Brabender and Müller's Mühle successfully test new time-saving method for determining the quality of pulses.

Manager Applications
Brabender
Legumes, such as lentils, peas and beans, have gained importance in human nutrition in recent years due to their high protein and fiber content. Legumes also score well in the area of sustainability when it comes to cultivation because of their low water and fertilizer requirements.
This is because they bind nitrogen from the atmosphere and pass on a large part of the nutrient to subsequent crops, so that less nitrogen fertiliser is needed. A side effect is that the CO2 footprint that results from the cultivation of crops is reduced by increasing the cultivation of legumes. In addition, pulses are suitable for people who follow different dietary concepts, such as gluten-free, high protein or vegetarian. That is why they are often used as a basic ingredient for meat substitutes. When making meat substitutes from legume flour, the oil absorption properties of the flour are important in terms of the appropriate oil addition for an extrusion process, and finally also to ensure that the end product is succulent enough.
OIL ABSORPTION OF LENTIL FLOUR
In cooperation with the company Müller's Mühle, Brabender therefore carried out a quality analysis determination of different pulses, including lentils, peas, faba beans and chickpea, and presented the results at the last conference for bakery technology in Detmold, Germany. In addition to the water absorption and gelatinisation properties of legume flour, the two companies also determined the oil absorption of lentil flour and developed a time-saving measuring method: "We filled legume flour into our measuring mixer and measured the torque during the mixing process with our Absorptometer C to determine the oil absorption, while an automatic precision metering pump continuously added the oil. Normally we only use the Absorptometer for carbon black and silica in the chemical sector", explains Jessica Wiertz, Manager Applications at Brabender. Within three minutes, with little influence from the operator and only a few steps, the oil absorption of the flour could be determined.

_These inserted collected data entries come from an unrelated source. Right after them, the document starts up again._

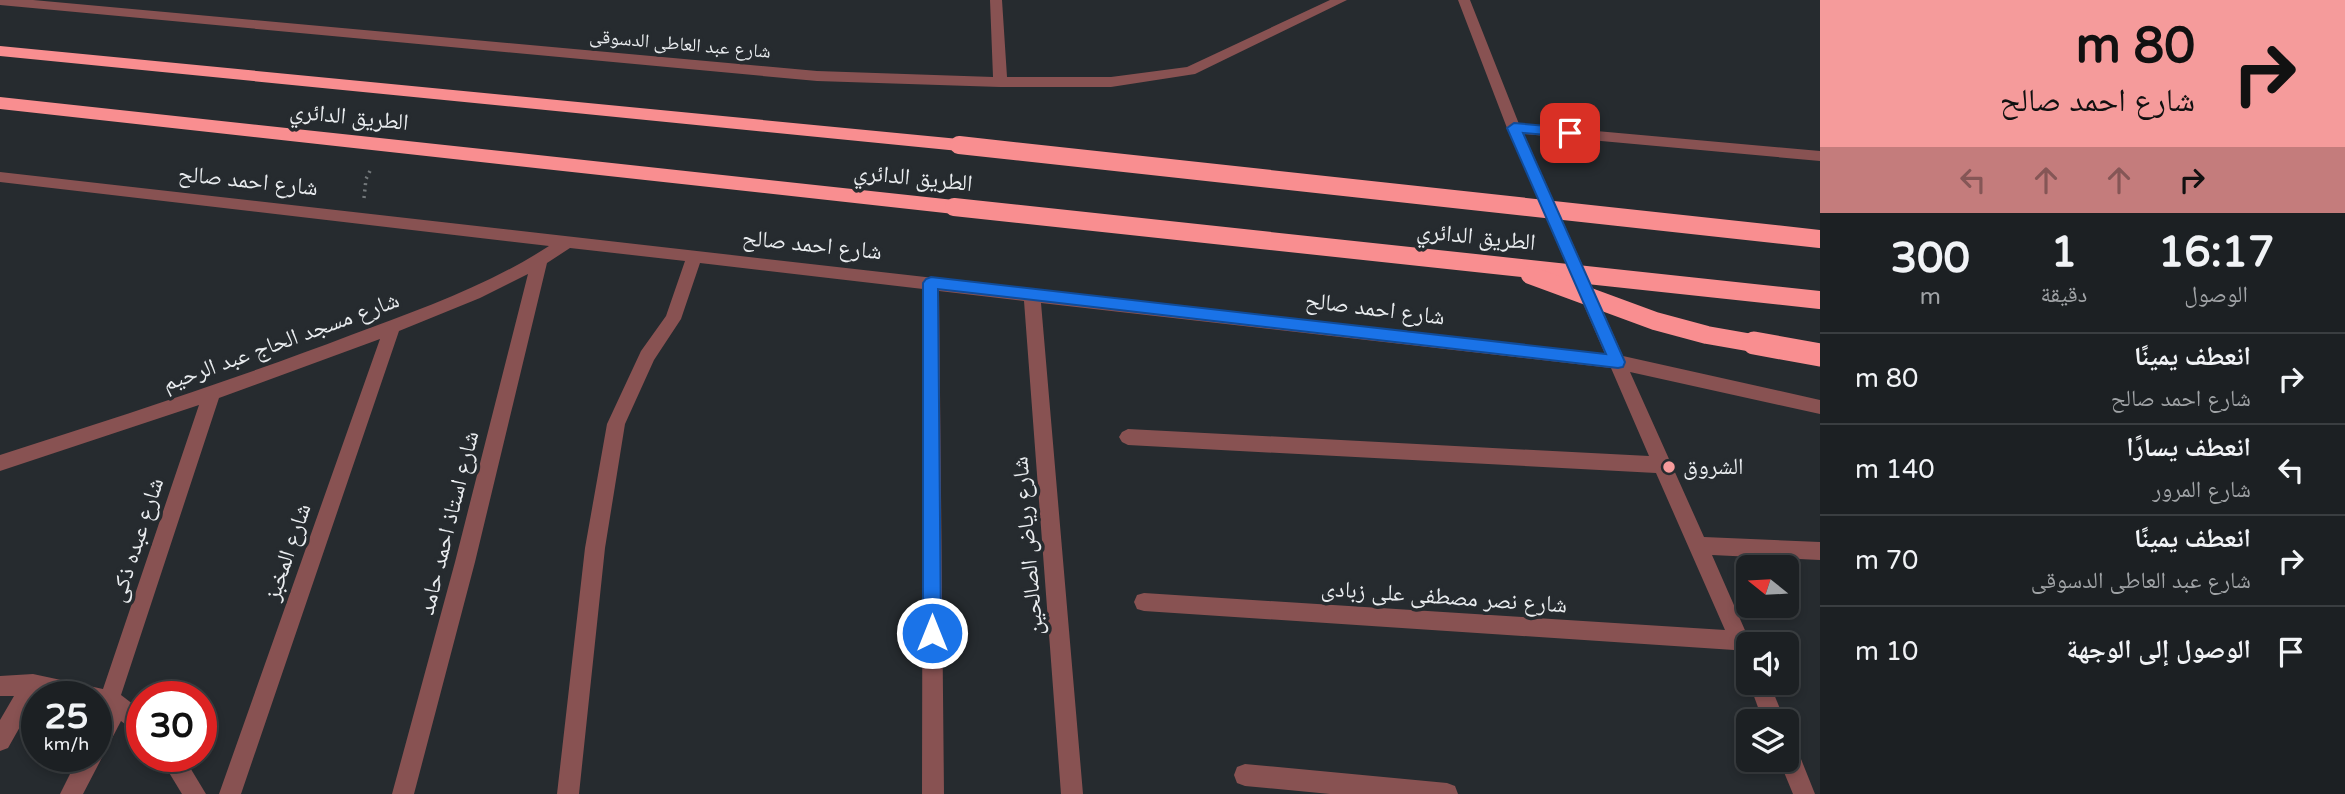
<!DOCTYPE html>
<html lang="ar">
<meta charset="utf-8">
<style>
body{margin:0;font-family:"Varela Round","Noto Naskh Arabic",sans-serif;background:#292d30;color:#f1f3f6;direction:rtl;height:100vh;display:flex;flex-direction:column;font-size:26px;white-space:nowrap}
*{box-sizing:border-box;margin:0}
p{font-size:23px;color:#a0a3a6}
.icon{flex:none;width:38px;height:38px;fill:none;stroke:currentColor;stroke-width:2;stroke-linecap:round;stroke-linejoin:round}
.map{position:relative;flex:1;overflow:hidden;direction:ltr}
.side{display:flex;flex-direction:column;background:#1c2023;width:525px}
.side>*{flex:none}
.guide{background:#f59b9b;color:#111;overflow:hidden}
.needle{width:46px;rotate:288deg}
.buttons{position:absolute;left:1736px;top:555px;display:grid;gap:14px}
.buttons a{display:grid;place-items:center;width:63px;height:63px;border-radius:10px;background:#1c2023;box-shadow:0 4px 10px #0003,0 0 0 2px #3a3e41;font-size:35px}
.speed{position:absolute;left:21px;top:681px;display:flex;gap:14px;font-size:35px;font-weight:700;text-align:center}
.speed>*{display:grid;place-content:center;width:91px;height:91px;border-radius:50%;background:#1c2023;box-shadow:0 4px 10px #0003,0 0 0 2px #3a3e41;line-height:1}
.speed small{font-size:18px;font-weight:400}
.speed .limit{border:10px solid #d22;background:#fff;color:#111}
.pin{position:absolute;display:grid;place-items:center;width:60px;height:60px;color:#fff;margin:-30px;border-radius:14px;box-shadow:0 4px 10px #0006}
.me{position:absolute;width:77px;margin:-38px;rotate:0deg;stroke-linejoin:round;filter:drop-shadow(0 0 5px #0008)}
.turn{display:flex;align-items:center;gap:24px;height:147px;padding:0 35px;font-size:32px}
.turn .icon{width:91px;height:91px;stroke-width:2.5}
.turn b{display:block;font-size:49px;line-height:60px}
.lanes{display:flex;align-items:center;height:66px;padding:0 35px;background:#0003;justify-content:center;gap:35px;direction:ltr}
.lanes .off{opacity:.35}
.eta{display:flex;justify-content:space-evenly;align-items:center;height:119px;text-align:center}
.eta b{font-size:42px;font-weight:700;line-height:49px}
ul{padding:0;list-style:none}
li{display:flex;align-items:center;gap:21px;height:91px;padding:0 35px;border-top:2px solid #3a3e41}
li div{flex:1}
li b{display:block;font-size:26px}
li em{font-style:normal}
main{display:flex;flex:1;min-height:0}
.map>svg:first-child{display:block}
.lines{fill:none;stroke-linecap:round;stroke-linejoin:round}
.path{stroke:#73787b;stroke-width:3.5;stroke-dasharray:2 4.5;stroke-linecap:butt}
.minor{fill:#885252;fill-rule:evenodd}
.highway{fill:#f98e90;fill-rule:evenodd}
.highway-bridge-far1{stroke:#f98e90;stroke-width:18}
.highway-bridge{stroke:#f98e90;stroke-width:23}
.route{fill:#1a73e8;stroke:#114b97;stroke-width:2}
.poi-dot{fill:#f59b9b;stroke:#262b2f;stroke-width:2.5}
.labels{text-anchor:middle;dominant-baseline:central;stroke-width:7;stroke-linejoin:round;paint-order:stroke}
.far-street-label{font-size:19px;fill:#e9ecef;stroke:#262b2f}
.street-label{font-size:23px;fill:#e9ecef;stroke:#262b2f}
.poi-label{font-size:23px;fill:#e9ecef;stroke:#262b2f;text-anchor:start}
</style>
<main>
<section class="side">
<div class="guide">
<div class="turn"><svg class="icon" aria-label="right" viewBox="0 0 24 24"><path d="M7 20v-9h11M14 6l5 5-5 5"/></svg><div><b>80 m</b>شارع احمد صالح</div></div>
<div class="lanes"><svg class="icon off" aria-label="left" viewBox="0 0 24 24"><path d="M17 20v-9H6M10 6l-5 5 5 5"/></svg><svg class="icon off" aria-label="ahead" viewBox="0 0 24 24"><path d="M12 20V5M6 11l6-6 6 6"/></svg><svg class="icon off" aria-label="ahead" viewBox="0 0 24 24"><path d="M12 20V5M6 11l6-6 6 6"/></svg><svg class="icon" aria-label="right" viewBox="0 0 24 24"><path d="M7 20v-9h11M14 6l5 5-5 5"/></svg></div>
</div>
<div class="eta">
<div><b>16:17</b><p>الوصول</p></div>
<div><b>1</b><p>دقيقة</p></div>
<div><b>300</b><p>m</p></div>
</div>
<ul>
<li><svg class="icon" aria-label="right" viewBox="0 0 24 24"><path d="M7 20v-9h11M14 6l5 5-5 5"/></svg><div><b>انعطف يمينًا</b><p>شارع احمد صالح</p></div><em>80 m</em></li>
<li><svg class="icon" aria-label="left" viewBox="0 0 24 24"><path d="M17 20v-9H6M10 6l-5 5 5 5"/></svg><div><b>انعطف يسارًا</b><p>شارع المرور</p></div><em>140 m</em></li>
<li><svg class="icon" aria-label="right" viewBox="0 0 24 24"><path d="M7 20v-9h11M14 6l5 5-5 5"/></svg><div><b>انعطف يمينًا</b><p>شارع عبد العاطى الدسوقى</p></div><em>70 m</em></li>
<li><svg class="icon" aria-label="arrive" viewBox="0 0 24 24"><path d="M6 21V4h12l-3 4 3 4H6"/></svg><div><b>الوصول إلى الوجهة</b></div><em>10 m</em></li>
</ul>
</section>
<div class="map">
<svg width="1820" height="794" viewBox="0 0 1820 794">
<rect width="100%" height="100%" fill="#262b2f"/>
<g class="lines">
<polyline class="path" points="364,198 366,179 372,167"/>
<g class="minor">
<polygon points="0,0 33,0 817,71 993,77 990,0 1002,0 1007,77 1111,77 1187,67 1330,0 1347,0 1195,74 1111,87 1000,87 817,81 0,5"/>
<path d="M1458 0H1470L1519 124 1820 151V161L1524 134 1623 356 1820 400V414L1630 372 1704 537 1820 542V560L1712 555 1751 644H1748V670L1741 667 1734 650 1144 611 1137 609 1134 602 1137 595 1144 593 1725 630 1656 473 1128 445 1122 442 1119 437 1122 432 1128 429 1649 456 1611 368 1041 303 1083 794H1061L1024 301 939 291 944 794H922L923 289 700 263 681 319 654 360 625 424 605 548 579 794H557L585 548 607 424 641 351 666 316 685 261 570 248 547 263 475 562 414 794H392L455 562 528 274 480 298 399 331 241 794H219L380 339 219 398 121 695 142 711V737L121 721 83 794H60L79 756H96V724L103 710 96 707V696L38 695 8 748 0 751V720L14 696H0V676L33 674 103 689 199 405 0 471V455C118 417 236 379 351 335 419 310 489 285 549 246L0 182V172L1605 354 1507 128Z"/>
<polygon points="1748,680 1769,682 1785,721 1763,721"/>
<polygon points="1787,741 1795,744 1815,794 1793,794 1779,760 1787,760"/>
<polygon points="159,756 183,756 206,794 182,794"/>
<polygon points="1245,764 1447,783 1455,786 1458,794 1330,794 1245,786 1237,783 1234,775 1237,767"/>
</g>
<g class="highway">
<polygon points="0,46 959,139 968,145 959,151 0,56"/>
<polygon points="0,97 954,200 960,202 963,207 960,212 954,214 0,109"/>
</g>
<g class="highway-bridge-far1">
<polyline points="959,145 1820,239"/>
<polyline points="954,207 1820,300"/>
<polyline points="1530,275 1655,321 1707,335 1764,345"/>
</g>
<polyline class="highway-bridge" points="1754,343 1820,355"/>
</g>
<polygon class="route" points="1514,123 1570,128 1576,133 1570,137 1523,133 1625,362 1623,367 1618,368 938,289 941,633 939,639 932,642 926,639 923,633 923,283 926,279 931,277 1606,354 1507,128"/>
<circle class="poi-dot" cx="1669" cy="467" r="7"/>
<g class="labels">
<g class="far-street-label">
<text transform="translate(680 44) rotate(5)">شارع عبد العاطى الدسوقى</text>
</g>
<g class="street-label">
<text transform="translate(349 117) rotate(6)">الطريق الدائري</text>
<text transform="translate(913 178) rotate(6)">الطريق الدائري</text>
<text transform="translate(248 181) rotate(6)">شارع احمد صالح</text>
<text transform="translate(1476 237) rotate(6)">الطريق الدائري</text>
<text transform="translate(812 245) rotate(6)">شارع احمد صالح</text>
<text transform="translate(1375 309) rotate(7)">شارع احمد صالح</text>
<text transform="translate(281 342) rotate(-20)">شارع مسجد الحاج عبد الرحيم</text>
<text transform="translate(449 523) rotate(-76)">شارع استاذ احمد حامد</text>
<text transform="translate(137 540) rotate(-72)">شارع عبده ذكى</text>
<text transform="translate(1028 546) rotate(-95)">شارع رياض الصالحين</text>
<text transform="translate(288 552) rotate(-71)">شارع المخبز</text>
<text transform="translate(1444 597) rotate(4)">شارع نصر مصطفى على زبادى</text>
</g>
<g class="poi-label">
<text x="1683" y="467">الشروق</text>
</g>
</g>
</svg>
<div class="buttons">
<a><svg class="needle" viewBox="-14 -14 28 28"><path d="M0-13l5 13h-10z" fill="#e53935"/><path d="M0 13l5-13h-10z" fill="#a0a3a6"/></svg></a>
<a><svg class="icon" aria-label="sound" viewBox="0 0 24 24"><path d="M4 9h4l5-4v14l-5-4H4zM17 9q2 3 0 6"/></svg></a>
<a><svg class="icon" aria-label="layers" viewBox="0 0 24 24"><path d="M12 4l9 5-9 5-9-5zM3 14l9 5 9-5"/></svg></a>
</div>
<div class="speed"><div>25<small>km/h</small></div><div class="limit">30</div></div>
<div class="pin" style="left:1570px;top:133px;background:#d93025"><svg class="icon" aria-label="arrive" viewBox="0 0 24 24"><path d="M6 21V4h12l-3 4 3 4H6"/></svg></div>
<svg class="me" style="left:932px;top:633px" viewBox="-20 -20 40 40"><circle r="17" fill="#1a73e8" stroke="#fff" stroke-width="3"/><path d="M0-11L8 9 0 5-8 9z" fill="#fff"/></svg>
</div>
</main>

MANUAL METHOD IS MUCH MORE TIME-CONSUMING
The classical determination of the oil absorption of flour by means of the pipetting method requires significantly more work steps and takes more than an hour: "Using the classical method, many more manual work steps are necessary. The flour-oil mixture is centrifuged several times, it has to stand out, be heated, decanted, drained and balanced", says Wiertz. In addition, these are all manual steps, which depend on the operator: "Of course, this is all very small-scale and does not work automatically, as it does with the Absorptometer", adds Jessica Wiertz. In the future, the process will be further optimised and also tested with other legume crops. "After analysing the flours, we have also extruded different types of meat analogues. We have tested the process with faba beans, but that tastes quite beany as a sole ingredient for meat substitutes. Faba bean mixed with yellow peas, for example, is recommendable in terms of taste", Wiertz reveals. Besides meat substitutes, other products can also be developed by extrusion from pulses. These include gluten-free pasta made from lentils and expanded lentil snack food.
About the author
Jessica Wiertz has been with Brabender since 2016. There, she initially managed the application laboratory for food and feed, and is now responsible for the company's application technology division. After studying food technology at today‘s Technische Hochschule Ostwestfalen-Lippe, she first worked in the quality assurance department of an industrial bakery and afterwards as a laboratory engineer in the laboratory for food technology at Hochschule Osnabrück.